Return code Description:

After the template message interface is invoked, the JSON packet is returned.

Examples of returning JSON packets in normal time:

{
 "Errcode": 0,
 "errmsg": "OK",
}

Error code information is returned when errors are indicated as follows:

Use effect:

Note: The internal testing phase, the template message issued, in the client can only see by the "Public Security assistant" issued a simple notice. You receive this prompt, which indicates that the template message feature has been successfully debugged.
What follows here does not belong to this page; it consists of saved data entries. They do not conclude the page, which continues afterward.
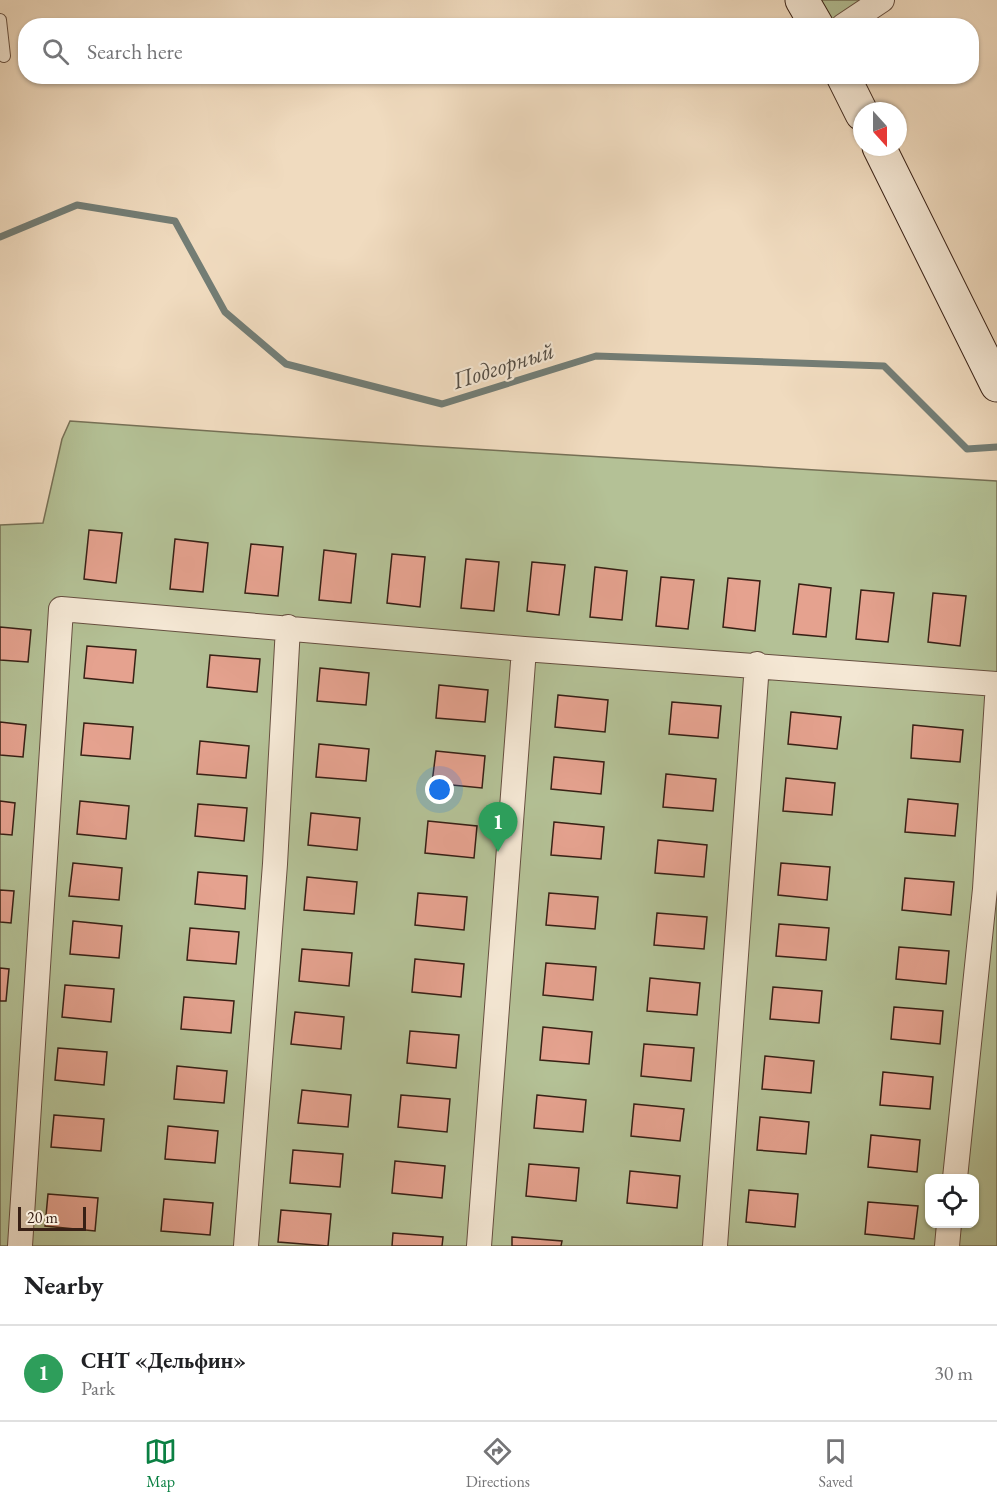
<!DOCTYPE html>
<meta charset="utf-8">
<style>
body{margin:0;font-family:"EB Garamond",serif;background:#f2f2f2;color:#202124}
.controls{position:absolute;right:18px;bottom:18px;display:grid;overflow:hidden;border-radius:12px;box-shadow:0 2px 4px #0004}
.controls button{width:54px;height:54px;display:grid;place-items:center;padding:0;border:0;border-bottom:2px solid #e0e0e0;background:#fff;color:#202124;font:30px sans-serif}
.compass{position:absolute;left:853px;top:102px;width:54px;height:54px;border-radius:50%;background:#fff;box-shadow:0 2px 4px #0004;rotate:159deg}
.scale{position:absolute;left:18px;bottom:15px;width:68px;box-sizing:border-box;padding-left:6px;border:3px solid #382015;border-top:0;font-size:16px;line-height:21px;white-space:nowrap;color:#382015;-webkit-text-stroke:4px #f5e8d5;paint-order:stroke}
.you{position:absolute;left:440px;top:790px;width:21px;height:21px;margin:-15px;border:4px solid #fff;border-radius:50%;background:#1a73e8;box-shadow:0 0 0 9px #1a73e833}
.badge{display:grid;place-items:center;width:39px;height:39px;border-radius:50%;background:#0b8043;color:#fff;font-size:20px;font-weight:700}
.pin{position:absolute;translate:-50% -50px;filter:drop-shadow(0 2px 3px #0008)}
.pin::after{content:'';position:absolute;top:32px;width:21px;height:18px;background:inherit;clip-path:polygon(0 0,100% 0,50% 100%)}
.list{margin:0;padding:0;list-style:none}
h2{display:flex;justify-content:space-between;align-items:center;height:78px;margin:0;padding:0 24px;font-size:26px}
h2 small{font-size:20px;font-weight:400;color:#757577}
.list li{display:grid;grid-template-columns:39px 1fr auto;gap:18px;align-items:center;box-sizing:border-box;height:96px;padding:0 24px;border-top:2px solid #e0e0e0}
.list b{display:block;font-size:22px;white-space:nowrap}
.list p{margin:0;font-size:20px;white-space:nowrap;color:#757577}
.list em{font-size:20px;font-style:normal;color:#757577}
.icon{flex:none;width:33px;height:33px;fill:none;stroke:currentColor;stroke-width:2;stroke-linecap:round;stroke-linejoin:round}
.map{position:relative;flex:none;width:997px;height:1246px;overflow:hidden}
.search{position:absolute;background:#fff;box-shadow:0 2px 4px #0004;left:18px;right:18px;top:18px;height:66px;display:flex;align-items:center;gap:15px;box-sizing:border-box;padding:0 21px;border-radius:24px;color:#757577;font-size:22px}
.sheet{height:174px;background:#fff}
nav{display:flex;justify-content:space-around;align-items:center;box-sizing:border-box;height:84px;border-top:2px solid #e0e0e0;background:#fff;font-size:16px;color:#757577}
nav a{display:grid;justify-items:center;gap:3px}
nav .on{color:#0b8043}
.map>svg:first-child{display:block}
.green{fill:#b4c196;stroke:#767056;stroke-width:1.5;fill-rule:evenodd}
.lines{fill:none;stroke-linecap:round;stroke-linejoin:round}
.stream{stroke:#737d75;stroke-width:7}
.building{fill:#e5a28f;stroke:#382015;stroke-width:1.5}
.lane-casing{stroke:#664f40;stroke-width:14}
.street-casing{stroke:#664f40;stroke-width:26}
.secondary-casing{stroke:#382015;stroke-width:35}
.lane{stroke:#f5e8d5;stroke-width:12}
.street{stroke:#f5e8d5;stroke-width:24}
.secondary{stroke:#f5e8d5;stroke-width:33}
.labels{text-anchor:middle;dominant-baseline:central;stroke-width:4.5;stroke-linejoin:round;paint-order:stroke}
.water-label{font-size:24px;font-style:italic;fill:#554e45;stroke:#f5e8d5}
</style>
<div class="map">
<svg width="997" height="1246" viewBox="0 0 997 1246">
<rect width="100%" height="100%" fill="#f0dbbf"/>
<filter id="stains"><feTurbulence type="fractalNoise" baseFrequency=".00333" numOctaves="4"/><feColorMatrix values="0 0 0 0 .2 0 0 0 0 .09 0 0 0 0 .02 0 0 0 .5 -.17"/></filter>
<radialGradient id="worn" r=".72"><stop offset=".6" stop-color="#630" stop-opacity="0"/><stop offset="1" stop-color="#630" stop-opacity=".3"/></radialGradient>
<!-- green -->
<path class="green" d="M802,0H882L843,26L817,25Z
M70,421L424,446L997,481V1246H0V525L43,523L62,439ZM930,1178H974V1224H930Z"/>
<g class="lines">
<!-- stream -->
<path class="stream" d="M0,237L77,205L175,221L225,312L286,364L442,404L596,356L884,366L967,449L997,447"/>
</g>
<!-- building -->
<path class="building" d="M89,530L122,533L116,583L84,579Z
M175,539L208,543L203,592L170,589Z
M251,544L283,547L278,596L245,593Z
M324,550L356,554L351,603L319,600Z
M392,554L425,557L420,607L387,603Z
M466,559L499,562L494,611L461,608Z
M532,562L565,565L559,615L527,611Z
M595,567L627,571L622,620L590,617Z
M661,577L694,580L688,629L656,626Z
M728,578L760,581L755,631L723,627Z
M799,584L831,588L826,637L793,634Z
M861,590L894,593L888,642L856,639Z
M933,593L966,596L960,646L928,642Z
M0,627L31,630L28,662L0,660Z
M87,646L136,650L133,683L84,678Z
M210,655L260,659L257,692L207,687Z
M320,668L369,673L366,705L317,701Z
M439,685L488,690L485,722L436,718Z
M558,695L608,700L605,732L555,727Z
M672,702L721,706L718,738L669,734Z
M791,712L841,717L837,749L788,744Z
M0,722L26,725L23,757L0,755Z
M84,723L133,727L130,759L81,755Z
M913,725L963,730L960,762L911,758Z
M200,741L249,746L246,778L197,774Z
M319,744L369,749L366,781L316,777Z
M436,751L485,756L482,788L432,783Z
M554,757L604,762L601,794L551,789Z
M666,774L716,779L713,811L663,807Z
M786,778L835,783L832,815L783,811Z
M908,799L958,804L955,836L905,832Z
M0,801L15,803L12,835L0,834Z
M80,801L129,806L126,839L77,834Z
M198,804L247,808L244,841L195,836Z
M311,813L360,818L357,850L308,845Z
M428,821L477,826L474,858L425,853Z
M554,822L604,827L601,859L551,855Z
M658,840L707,845L704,877L655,873Z
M73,863L122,868L119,900L69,896Z
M781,863L830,867L827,900L778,895Z
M198,872L247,876L245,909L195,904Z
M307,877L357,882L354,914L304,910Z
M905,878L954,882L951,915L902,910Z
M0,890L14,891L11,923L0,922Z
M418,893L467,897L464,930L415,925Z
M549,893L598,897L595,929L546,925Z
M657,913L707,917L704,949L654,945Z
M73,921L122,926L119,958L70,954Z
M779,924L829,928L826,960L776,956Z
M190,928L239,932L236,964L187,960Z
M899,947L949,951L946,984L896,979Z
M302,949L352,953L349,986L299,981Z
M415,959L464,964L461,997L412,992Z
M546,963L596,967L593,1000L543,995Z
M0,968L9,969L6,1001H0Z
M650,978L700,983L697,1015L647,1011Z
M65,985L114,989L111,1022L62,1017Z
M773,987L822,991L819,1023L770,1019Z
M184,997L234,1001L231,1033L181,1029Z
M894,1007L943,1011L940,1044L891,1039Z
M295,1012L344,1017L341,1049L291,1044Z
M543,1027L592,1032L589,1064L540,1060Z
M410,1031L459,1035L456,1068L407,1063Z
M644,1044L694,1048L691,1081L641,1076Z
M58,1048L107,1052L104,1085L55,1080Z
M765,1056L814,1061L811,1093L762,1089Z
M177,1066L227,1071L224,1103L174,1099Z
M883,1072L933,1077L930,1109L880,1105Z
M302,1090L351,1095L348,1127L298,1123Z
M401,1095L450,1099L447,1132L398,1127Z
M537,1095L586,1100L583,1132L534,1128Z
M634,1104L684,1109L680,1141L631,1136Z
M54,1115L104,1119L101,1151L51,1147Z
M760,1117L809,1122L806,1154L757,1150Z
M168,1126L218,1131L215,1163L165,1159Z
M871,1135L920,1140L917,1172L868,1167Z
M293,1150L343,1154L340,1187L290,1183Z
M395,1161L445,1166L442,1198L392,1193Z
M529,1164L579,1168L576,1201L526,1196Z
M630,1171L680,1176L677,1208L627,1203Z
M749,1190L798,1194L795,1227L746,1222Z
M48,1194L98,1198L95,1231L45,1226Z
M164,1199L213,1203L210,1235L161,1231Z
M868,1202L918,1206L914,1239L865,1234Z
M281,1210L331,1214L328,1246L278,1242Z
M393,1233L443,1237L442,1246H392Z
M512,1237L562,1241L561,1246H512Z"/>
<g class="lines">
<defs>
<path id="lane" d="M0,20L4,56"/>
<path id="street" d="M843,26L882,0
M955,1178L985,889L997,698
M20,1246L61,609L524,649L997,684
M246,1246L275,864L288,627
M479,1246L524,649
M715,1246L757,664
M947,1246L949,1224"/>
<path id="secondary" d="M802,0L817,26
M843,76L862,114
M879,147L997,385"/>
</defs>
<!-- lane casing -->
<use href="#lane" class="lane-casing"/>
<!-- street casing -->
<use href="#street" class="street-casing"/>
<!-- secondary casing -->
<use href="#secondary" class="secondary-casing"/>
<!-- lane -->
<use href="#lane" class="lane"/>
<!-- street -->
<use href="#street" class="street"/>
<!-- secondary -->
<use href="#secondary" class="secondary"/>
</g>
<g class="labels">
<!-- water labels -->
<g class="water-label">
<text transform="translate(503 365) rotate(-18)">Подгорный</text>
</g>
</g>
<rect width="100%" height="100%" filter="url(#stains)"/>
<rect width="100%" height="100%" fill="url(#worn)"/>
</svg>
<div class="controls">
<button><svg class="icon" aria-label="locate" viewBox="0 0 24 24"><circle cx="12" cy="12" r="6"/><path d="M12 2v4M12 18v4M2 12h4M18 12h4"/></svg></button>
</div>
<svg class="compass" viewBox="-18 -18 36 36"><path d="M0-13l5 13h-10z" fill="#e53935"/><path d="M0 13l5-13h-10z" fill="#757577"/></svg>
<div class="scale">20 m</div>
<div class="you"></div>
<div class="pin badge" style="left:498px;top:852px;background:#2e9e5b">1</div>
<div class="search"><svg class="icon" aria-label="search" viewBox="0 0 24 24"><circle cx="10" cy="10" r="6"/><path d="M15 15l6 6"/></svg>Search here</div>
</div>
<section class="sheet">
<h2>Nearby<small></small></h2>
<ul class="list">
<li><span class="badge" style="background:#2e9e5b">1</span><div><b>СНТ «Дельфин»</b><p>Park</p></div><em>30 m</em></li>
</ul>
</section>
<nav>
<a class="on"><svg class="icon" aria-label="map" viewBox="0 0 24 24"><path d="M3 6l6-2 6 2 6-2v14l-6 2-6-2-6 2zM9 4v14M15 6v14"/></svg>Map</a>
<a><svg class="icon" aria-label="directions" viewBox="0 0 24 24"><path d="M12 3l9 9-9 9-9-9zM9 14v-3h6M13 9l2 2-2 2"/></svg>Directions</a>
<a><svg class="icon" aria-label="saved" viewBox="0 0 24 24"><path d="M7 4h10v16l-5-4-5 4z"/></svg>Saved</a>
</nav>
After the function is officially online, it will be shown on the image.

Description of the condition of issuance

1. Payment

When the user completes the payment behavior in the small program, may allow the developer to push the limited number of templates message to the user within 7 days (1 payments can be issued 1, multiple payments issued by the number of independent, not affect each other)

2. Submit Form

When the user has committed a form line within the applet and the form is declared to be a template message, developers need to provide services to users, can allow developers to the user within 7 days to push the limited number of template messages (1 Submission form can be issued 1, multiple submissions issued number of independent, mutual not affect)

Audit instructions

1. Title

1.1 Titles cannot exist the same

1.2 title meaning cannot exist over similar

1.3 The title must end with a "reminder" or "notice"

1.4 Title can not be with special symbols, personalized words and so there is no industry commonality of content

1.5 title must be able to reflect the specific service scene

1.6 titles should not cover marketing related content, including not limited to:

Consumer preferences, shopping rebate categories, commodity updates, coupons, vouchers, red envelopes, membership cards, integration categories, activities such as marketing trends notice

2. Key words

2.1 Under the same heading, the keyword cannot exist the same

2.2 Under the same heading, the keyword cannot be overly similar

2.3 Keywords can not be with special symbols, personalized words and so there is no industry commonality content

2.4 Keyword content examples must match the keyword correspondence

2.5 keywords can not be too broad, need to be restrictive, such as: "Content" This is too broad to audit through

Description of violation

In addition to not violating the operating norms, the following rules cannot be violated, including but not limited to:

    1. Malicious user is not allowed to trigger the operation, in order to achieve the user can be issued template purposes
    2. Do not allow malicious harassment, issued to the user caused by the harassment template
    3. Do not allow malicious marketing, issued marketing purpose template
    4. The service number is not allowed to be issued by the template to inform the user in the small program triggered service-related content

Description of punishment

According to the violation of the corresponding gradient of punishment, the general penalty rules are as follows:

    1. First violation, delete the offending template as a warning,
    2. The second violation, the closure of the interface 7 days,
    3. Third violation, block interface 30 days,
    4. Fourth time violation, permanently blocked interface

The result and reason of punishment is informed in the form of station letter

The above is the entire content of this article, I hope to help you learn, but also hope that we support the cloud habitat community.

Contact Us

The content source of this page is from Internet, which doesn't represent Alibaba Cloud's opinion; products and services mentioned on that page don't have any relationship with Alibaba Cloud. If the content of the page makes you feel confusing, please write us an email, we will handle the problem within 5 days after receiving your email.

If you find any instances of plagiarism from the community, please send an email to: info-contact@alibabacloud.com and provide relevant evidence. A staff member will contact you within 5 working days.

A Free Trial That Lets You Build Big!

Start building with 50+ products and up to 12 months usage for Elastic Compute Service

  • Sales Support

    1 on 1 presale consultation

  • After-Sales Support

    24/7 Technical Support 6 Free Tickets per Quarter Faster Response

  • Alibaba Cloud offers highly flexible support services tailored to meet your exact needs.